Trash Talking and Hermeneutics
This Saturday, the church I pastor will join with the Greater Aurora Involved Neighbors, to help clean up the neighborhood (8:30 at the church building for you locals). It’s just this kind of thing that is an example of what Jeremiah referred to when he encouraged those displaced by captivity to work for the well being of the city in which they lived, rather than simply disengaging and waiting for the end of captivity (or the rapture) to remove them from all unpleasantness. Such a posture of disengagement has the effect of declaring that we don’t care about the world around us, other than perhaps caring that souls be saved. And while the saving of souls is arguable a good thing, it’s possible for that care to take a form that says, “unless you come to my church – unless you believe like I do – then I don’t have time for you.”

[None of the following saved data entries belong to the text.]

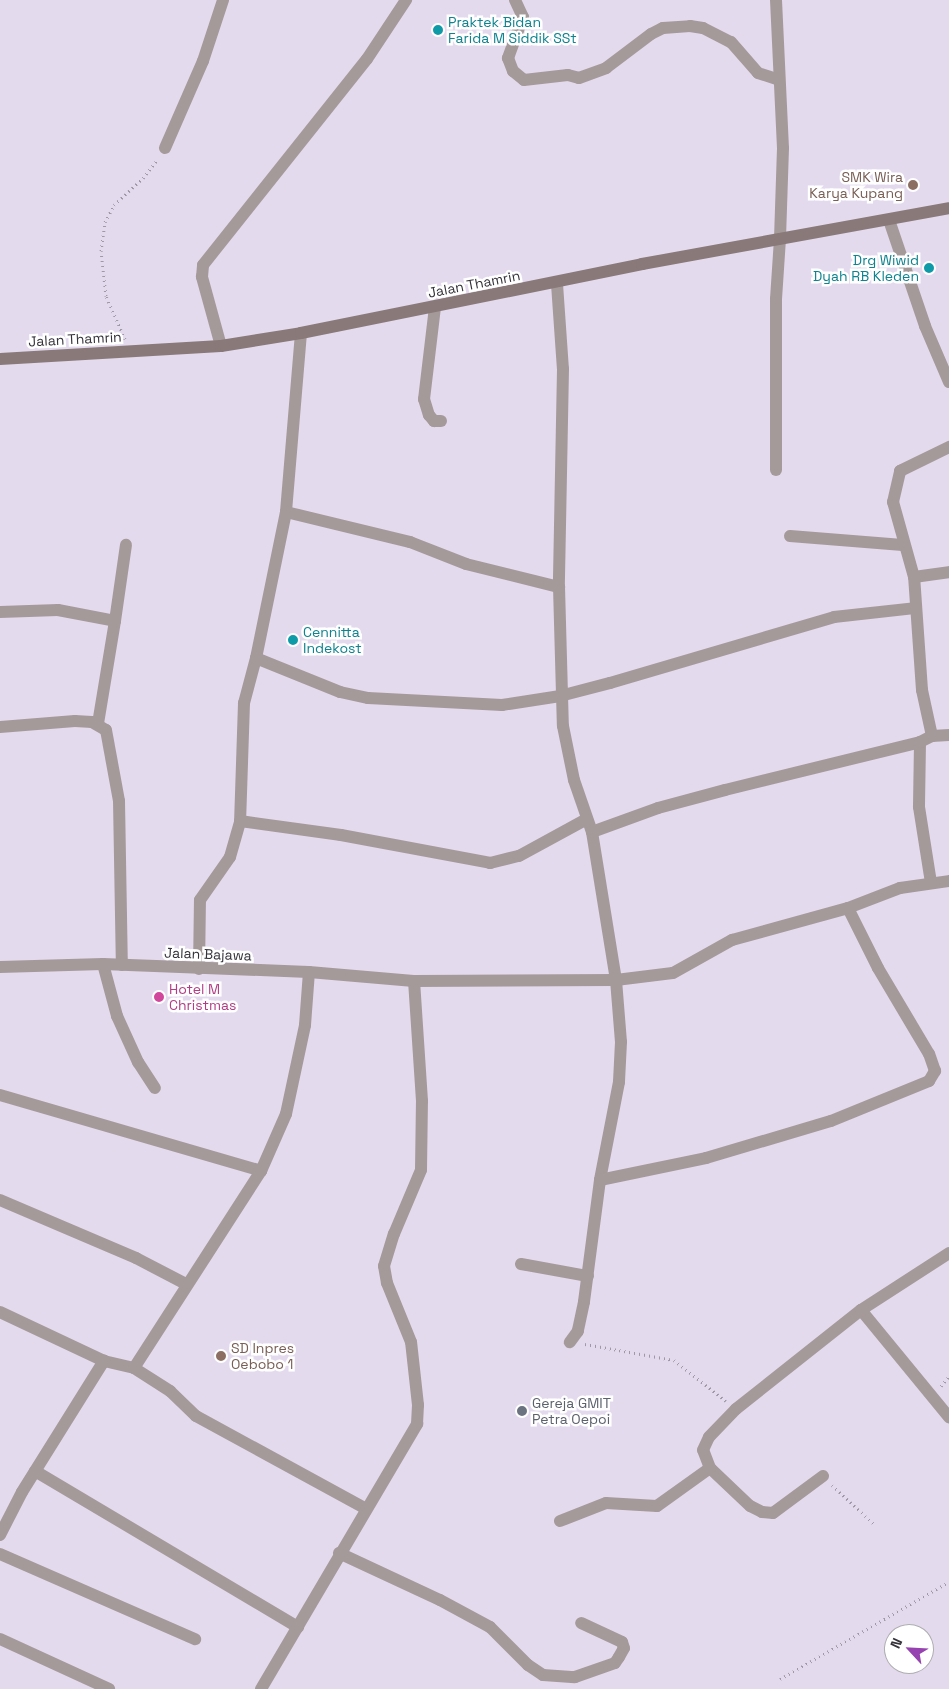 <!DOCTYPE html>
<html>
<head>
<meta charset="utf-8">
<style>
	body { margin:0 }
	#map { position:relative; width:949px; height:1689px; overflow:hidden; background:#e4daee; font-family:"Space Grotesk",sans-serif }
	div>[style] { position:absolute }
	.path>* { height:3px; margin-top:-1.5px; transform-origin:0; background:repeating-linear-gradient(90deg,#9f98a7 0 1px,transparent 0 5px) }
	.minor>* { height:12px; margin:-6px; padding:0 6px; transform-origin:6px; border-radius:6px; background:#a59a9a }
	.tertiary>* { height:12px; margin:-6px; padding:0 6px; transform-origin:6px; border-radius:6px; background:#a59a9a }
	.secondary>* { height:12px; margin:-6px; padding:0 6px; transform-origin:6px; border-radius:6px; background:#897978 }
	.dots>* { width:14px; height:14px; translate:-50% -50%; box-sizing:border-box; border:2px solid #fff; border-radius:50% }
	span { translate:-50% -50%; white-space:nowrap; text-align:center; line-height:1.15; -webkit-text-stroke:5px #fff; paint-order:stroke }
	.culture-label { font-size:14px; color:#0d838f }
	.left { translate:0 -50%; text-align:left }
	.right { translate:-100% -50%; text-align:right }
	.education-label { font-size:14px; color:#785e54 }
	.street-label { font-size:14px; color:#353139 }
	.hotel-label { font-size:14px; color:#b23c85 }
	.worship-label { font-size:14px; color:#5b616d }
	.north { position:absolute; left:884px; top:1624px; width:50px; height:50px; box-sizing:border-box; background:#fff; border:1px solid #aeadb0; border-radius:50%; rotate:295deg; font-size:14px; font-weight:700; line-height:20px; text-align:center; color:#353139 }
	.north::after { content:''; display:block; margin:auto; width:18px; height:22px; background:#9642b0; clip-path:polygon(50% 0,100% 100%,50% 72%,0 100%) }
</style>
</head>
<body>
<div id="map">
	<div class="path">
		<i style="left:125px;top:339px;width:47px;rotate:-113.8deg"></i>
		<i style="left:106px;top:296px;width:45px;rotate:-96.3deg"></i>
		<i style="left:101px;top:251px;width:29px;rotate:-82deg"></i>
		<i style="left:105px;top:222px;width:19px;rotate:-62deg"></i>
		<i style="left:114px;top:205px;width:40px;rotate:-43deg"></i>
		<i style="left:143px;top:178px;width:23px;rotate:-52deg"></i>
		<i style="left:585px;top:1344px;width:90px;rotate:10.2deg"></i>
		<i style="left:674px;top:1360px;width:66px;rotate:38.3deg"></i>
		<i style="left:941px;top:1386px;width:13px;rotate:-51deg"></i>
		<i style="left:832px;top:1485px;width:57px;rotate:42.9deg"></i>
		<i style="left:780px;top:1679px;width:195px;rotate:-29.9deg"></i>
	</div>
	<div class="minor">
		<i style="left:515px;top:0;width:19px;rotate:65deg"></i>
		<i style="left:523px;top:17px;width:44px;rotate:110.1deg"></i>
		<i style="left:508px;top:58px;width:14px;rotate:69deg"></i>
		<i style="left:513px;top:71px;width:14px;rotate:39deg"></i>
		<i style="left:524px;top:80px;width:44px;rotate:-6.5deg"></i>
		<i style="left:568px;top:75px;width:11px;rotate:15deg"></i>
		<i style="left:579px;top:78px;width:29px;rotate:-20deg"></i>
		<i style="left:606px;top:68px;width:56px;rotate:-37.1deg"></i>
		<i style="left:651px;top:34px;width:13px;rotate:-27deg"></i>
		<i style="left:663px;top:28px;width:27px;rotate:-4deg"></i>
		<i style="left:690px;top:26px;width:13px;rotate:9deg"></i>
		<i style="left:703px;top:28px;width:31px;rotate:27deg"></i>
		<i style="left:731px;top:42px;width:41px;rotate:48.9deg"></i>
		<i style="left:758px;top:73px;width:22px;rotate:18deg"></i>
		<i style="left:165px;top:148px;width:95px;rotate:-66.4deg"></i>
		<i style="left:203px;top:61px;width:64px;rotate:-71.8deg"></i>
		<i style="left:889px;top:220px;width:112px;rotate:71.2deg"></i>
		<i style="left:925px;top:326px;width:61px;rotate:66.8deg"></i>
		<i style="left:557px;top:284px;width:85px;rotate:86deg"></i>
		<i style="left:563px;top:369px;width:218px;rotate:91.1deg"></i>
		<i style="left:559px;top:587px;width:139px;rotate:88.4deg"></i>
		<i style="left:563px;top:726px;width:55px;rotate:78.5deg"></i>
		<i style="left:574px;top:780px;width:55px;rotate:70.9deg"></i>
		<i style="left:592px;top:832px;width:150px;rotate:80.8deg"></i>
		<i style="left:616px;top:980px;width:62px;rotate:85.4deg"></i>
		<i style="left:621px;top:1042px;width:40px;rotate:92.9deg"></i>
		<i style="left:619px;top:1082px;width:100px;rotate:101deg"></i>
		<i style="left:600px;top:1180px;width:123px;rotate:97.5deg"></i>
		<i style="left:584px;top:1302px;width:30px;rotate:102deg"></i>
		<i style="left:578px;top:1331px;width:14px;rotate:126deg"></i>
		<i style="left:435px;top:307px;width:93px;rotate:96.8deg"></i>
		<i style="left:424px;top:399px;width:17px;rotate:73deg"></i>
		<i style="left:429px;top:415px;width:8px;rotate:50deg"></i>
		<i style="left:434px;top:421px;width:7px"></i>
		<i style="left:301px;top:333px;width:180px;rotate:94.8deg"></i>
		<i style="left:286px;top:512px;width:149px;rotate:101.6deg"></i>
		<i style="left:256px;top:658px;width:47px;rotate:104.9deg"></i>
		<i style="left:244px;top:703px;width:118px;rotate:91.9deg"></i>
		<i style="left:240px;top:821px;width:102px;rotate:7.9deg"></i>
		<i style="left:341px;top:835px;width:152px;rotate:10.6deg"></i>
		<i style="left:490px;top:863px;width:30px;rotate:-14deg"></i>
		<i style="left:519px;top:856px;width:77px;rotate:-28.6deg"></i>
		<i style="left:221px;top:346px;width:72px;rotate:-105.4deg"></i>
		<i style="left:202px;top:277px;width:12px;rotate:-85deg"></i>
		<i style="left:203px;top:265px;width:263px;rotate:-51.5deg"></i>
		<i style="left:367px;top:59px;width:71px;rotate:-56.5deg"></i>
		<i style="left:776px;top:470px;width:171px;rotate:-90deg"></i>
		<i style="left:776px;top:299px;width:60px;rotate:-86.2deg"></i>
		<i style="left:286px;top:512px;width:128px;rotate:13.6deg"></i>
		<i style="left:410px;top:542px;width:60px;rotate:21.4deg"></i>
		<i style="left:466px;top:564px;width:96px;rotate:13.9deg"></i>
		<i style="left:790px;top:536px;width:113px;rotate:4.6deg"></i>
		<i style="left:914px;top:577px;width:35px;rotate:-8deg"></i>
		<i style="left:0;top:612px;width:58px;rotate:-2deg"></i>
		<i style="left:58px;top:610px;width:58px;rotate:10.9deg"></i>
		<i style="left:115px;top:621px;width:104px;rotate:99.4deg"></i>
		<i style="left:115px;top:621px;width:77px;rotate:-81.8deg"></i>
		<i style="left:256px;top:658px;width:91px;rotate:22deg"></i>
		<i style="left:340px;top:692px;width:29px;rotate:12deg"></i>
		<i style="left:368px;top:698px;width:134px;rotate:3deg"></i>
		<i style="left:502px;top:705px;width:59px;rotate:-8.8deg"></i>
		<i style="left:560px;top:696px;width:52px;rotate:-14.6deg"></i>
		<i style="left:610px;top:683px;width:234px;rotate:-16.4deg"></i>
		<i style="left:834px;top:617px;width:81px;rotate:-6.3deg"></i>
		<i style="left:0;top:727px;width:75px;rotate:-4.6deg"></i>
		<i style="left:75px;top:721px;width:17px;rotate:3deg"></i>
		<i style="left:92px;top:722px;width:16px;rotate:30deg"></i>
		<i style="left:106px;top:730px;width:72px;rotate:79.6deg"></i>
		<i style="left:119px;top:801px;width:164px;rotate:89deg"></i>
		<i style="left:932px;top:736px;width:47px;rotate:-102.3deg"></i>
		<i style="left:922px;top:690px;width:113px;rotate:-94deg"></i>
		<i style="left:914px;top:577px;width:78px;rotate:-105.6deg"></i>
		<i style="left:893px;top:502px;width:32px;rotate:-77deg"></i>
		<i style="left:900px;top:471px;width:55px;rotate:-26.1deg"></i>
		<i style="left:920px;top:742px;width:65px;rotate:90.9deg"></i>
		<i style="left:919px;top:807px;width:77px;rotate:81deg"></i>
		<i style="left:592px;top:832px;width:70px;rotate:-20deg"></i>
		<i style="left:658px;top:808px;width:69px;rotate:-15deg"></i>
		<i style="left:725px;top:790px;width:201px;rotate:-13.8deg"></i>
		<i style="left:920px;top:742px;width:13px;rotate:-27deg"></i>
		<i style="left:932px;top:736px;width:17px;rotate:-3deg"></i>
		<i style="left:103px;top:964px;width:54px;rotate:74.9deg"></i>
		<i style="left:117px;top:1016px;width:51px;rotate:65.5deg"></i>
		<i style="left:138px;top:1062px;width:31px;rotate:57deg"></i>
		<i style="left:199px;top:969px;width:69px;rotate:-89.2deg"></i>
		<i style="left:200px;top:900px;width:52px;rotate:-55.1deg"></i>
		<i style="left:230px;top:857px;width:37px;rotate:-74deg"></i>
		<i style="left:0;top:1095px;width:272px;rotate:16.2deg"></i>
		<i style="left:600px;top:1180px;width:108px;rotate:-11.7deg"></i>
		<i style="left:706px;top:1158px;width:130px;rotate:-16.5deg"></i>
		<i style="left:831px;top:1121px;width:106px;rotate:-22.2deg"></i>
		<i style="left:929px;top:1081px;width:12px;rotate:-59deg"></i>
		<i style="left:935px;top:1071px;width:18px;rotate:-109deg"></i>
		<i style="left:929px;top:1054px;width:100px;rotate:-120.7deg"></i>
		<i style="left:878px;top:968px;width:67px;rotate:-116.6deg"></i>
		<i style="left:0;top:1200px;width:148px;rotate:23.1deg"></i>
		<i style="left:136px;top:1258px;width:56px;rotate:27.5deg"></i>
		<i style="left:521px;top:1264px;width:68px;rotate:10.2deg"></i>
		<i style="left:861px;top:1310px;width:139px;rotate:50.6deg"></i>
		<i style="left:0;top:1312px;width:115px;rotate:25.2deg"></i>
		<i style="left:104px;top:1361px;width:31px;rotate:13deg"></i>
		<i style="left:134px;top:1368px;width:43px;rotate:32.6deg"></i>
		<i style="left:170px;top:1391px;width:36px;rotate:44deg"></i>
		<i style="left:196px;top:1416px;width:192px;rotate:28.6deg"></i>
		<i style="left:134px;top:1368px;width:234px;rotate:-57.2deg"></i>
		<i style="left:261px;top:1171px;width:62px;rotate:-66.3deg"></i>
		<i style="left:286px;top:1114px;width:91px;rotate:-77.9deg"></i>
		<i style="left:305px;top:1025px;width:53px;rotate:-85.7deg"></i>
		<i style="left:35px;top:1471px;width:306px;rotate:30.7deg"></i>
		<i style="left:823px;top:1476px;width:62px;rotate:143.5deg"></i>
		<i style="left:773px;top:1513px;width:11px;rotate:-175deg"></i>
		<i style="left:762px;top:1512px;width:13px;rotate:-153deg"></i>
		<i style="left:750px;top:1506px;width:55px;rotate:-136.5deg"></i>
		<i style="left:710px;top:1468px;width:19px;rotate:-111deg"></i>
		<i style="left:703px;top:1450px;width:14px;rotate:-65deg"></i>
		<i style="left:709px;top:1437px;width:39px;rotate:-46deg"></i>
		<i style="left:736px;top:1409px;width:159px;rotate:-38.4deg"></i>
		<i style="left:861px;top:1310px;width:105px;rotate:-32.9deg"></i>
		<i style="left:560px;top:1521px;width:49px;rotate:-21.4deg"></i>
		<i style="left:606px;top:1503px;width:51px;rotate:3.4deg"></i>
		<i style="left:657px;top:1506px;width:65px;rotate:-35.6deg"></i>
		<i style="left:0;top:1535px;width:48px;rotate:-62.9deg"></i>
		<i style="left:22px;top:1492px;width:155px;rotate:-58deg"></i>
		<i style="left:339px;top:1553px;width:111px;rotate:25deg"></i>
		<i style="left:440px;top:1600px;width:57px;rotate:28.4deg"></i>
		<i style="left:490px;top:1627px;width:54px;rotate:45deg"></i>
		<i style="left:528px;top:1665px;width:18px;rotate:34deg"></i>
		<i style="left:543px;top:1675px;width:32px;rotate:4deg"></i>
		<i style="left:575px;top:1677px;width:42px;rotate:-19.3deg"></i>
		<i style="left:615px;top:1663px;width:7px;rotate:-56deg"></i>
		<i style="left:619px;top:1657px;width:10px;rotate:-61deg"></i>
		<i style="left:624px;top:1648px;width:6px;rotate:-108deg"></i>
		<i style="left:622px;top:1642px;width:45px;rotate:-155.1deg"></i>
		<i style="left:0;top:1554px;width:213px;rotate:23.6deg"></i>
		<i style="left:0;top:1639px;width:120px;rotate:24.6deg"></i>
		<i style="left:261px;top:1689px;width:308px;rotate:-59.5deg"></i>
		<i style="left:417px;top:1424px;width:19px;rotate:-87deg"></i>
		<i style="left:418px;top:1405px;width:63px;rotate:-96.3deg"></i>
		<i style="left:411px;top:1342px;width:64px;rotate:-112.1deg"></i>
		<i style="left:387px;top:1283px;width:17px;rotate:-100deg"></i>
		<i style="left:384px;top:1266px;width:34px;rotate:-73deg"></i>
		<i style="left:394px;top:1234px;width:69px;rotate:-67.1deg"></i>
		<i style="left:421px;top:1170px;width:69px;rotate:-89.2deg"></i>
		<i style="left:422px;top:1101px;width:120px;rotate:-93.8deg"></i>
	</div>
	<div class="tertiary">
		<i style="left:776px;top:0;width:148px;rotate:87.3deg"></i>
		<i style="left:783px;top:148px;width:91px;rotate:91.9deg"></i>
		<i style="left:0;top:967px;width:103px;rotate:-1.7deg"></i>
		<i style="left:103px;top:964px;width:206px;rotate:2.2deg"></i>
		<i style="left:309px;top:972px;width:105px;rotate:4.9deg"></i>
		<i style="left:414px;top:981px;width:202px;rotate:-0.3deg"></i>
		<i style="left:616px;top:980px;width:57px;rotate:-7deg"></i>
		<i style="left:673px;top:973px;width:68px;rotate:-29.2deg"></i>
		<i style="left:732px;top:940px;width:120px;rotate:-15.4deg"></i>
		<i style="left:848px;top:908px;width:56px;rotate:-21deg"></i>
		<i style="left:900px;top:888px;width:49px;rotate:-8.1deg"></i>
	</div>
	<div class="secondary">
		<i style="left:0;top:359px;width:221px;rotate:-3.4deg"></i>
		<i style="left:221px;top:346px;width:81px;rotate:-9.2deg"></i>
		<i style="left:301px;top:333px;width:348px;rotate:-11.4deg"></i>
		<i style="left:642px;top:264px;width:312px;rotate:-10.3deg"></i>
	</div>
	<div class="dots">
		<i style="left:438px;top:30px;background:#0f9aa8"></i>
		<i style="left:913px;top:185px;background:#8d6e63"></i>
		<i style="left:929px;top:268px;background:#0f9aa8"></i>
		<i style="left:293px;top:640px;background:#0f9aa8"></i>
		<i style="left:159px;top:997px;background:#d1479c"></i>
		<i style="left:221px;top:1356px;background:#8d6e63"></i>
		<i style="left:522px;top:1411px;background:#6b7280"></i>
	</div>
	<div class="culture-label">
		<span class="left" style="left:448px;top:30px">Praktek Bidan<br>Farida M Siddik SSt</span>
		<span class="right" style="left:919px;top:268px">Drg Wiwid<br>Dyah RB Kleden</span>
		<span class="left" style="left:303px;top:640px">Cennitta<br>Indekost</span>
	</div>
	<div class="education-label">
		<span class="right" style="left:903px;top:185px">SMK Wira<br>Karya Kupang</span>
		<span class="left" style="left:231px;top:1356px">SD Inpres<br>Oebobo 1</span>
	</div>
	<div class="street-label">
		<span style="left:474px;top:284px;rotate:-11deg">Jalan Thamrin</span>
		<span style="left:75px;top:339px;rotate:-3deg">Jalan Thamrin</span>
		<span style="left:208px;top:954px;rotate:2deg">Jalan Bajawa</span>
	</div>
	<div class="hotel-label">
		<span class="left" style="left:169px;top:997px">Hotel M<br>Christmas</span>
	</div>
	<div class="worship-label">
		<span class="left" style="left:532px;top:1411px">Gereja GMIT<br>Petra Oepoi</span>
	</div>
	<div class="north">N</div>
</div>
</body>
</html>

This posture does immeasurable damage to the church, because it misrepresents the heart of Christ, who seemed to love all people regardless of their background or belief system, caring the well being even of the soldiers who had arrested him in the garden, not to mentions the socially marginalized. The reality is that our calling is to just love people; to care for their well being, and the well being of the space (city) they occupy. This includes picking up trash, painting over graffiti, getting to know our neighbors and working together to find ways to be a blessing. Out of such service comes relationships. But the important thing is that they be relationships without agenda – relationships that are willing to stand with, serve, celebrate with, and love – the other even if they don’t share our deepest held beliefs.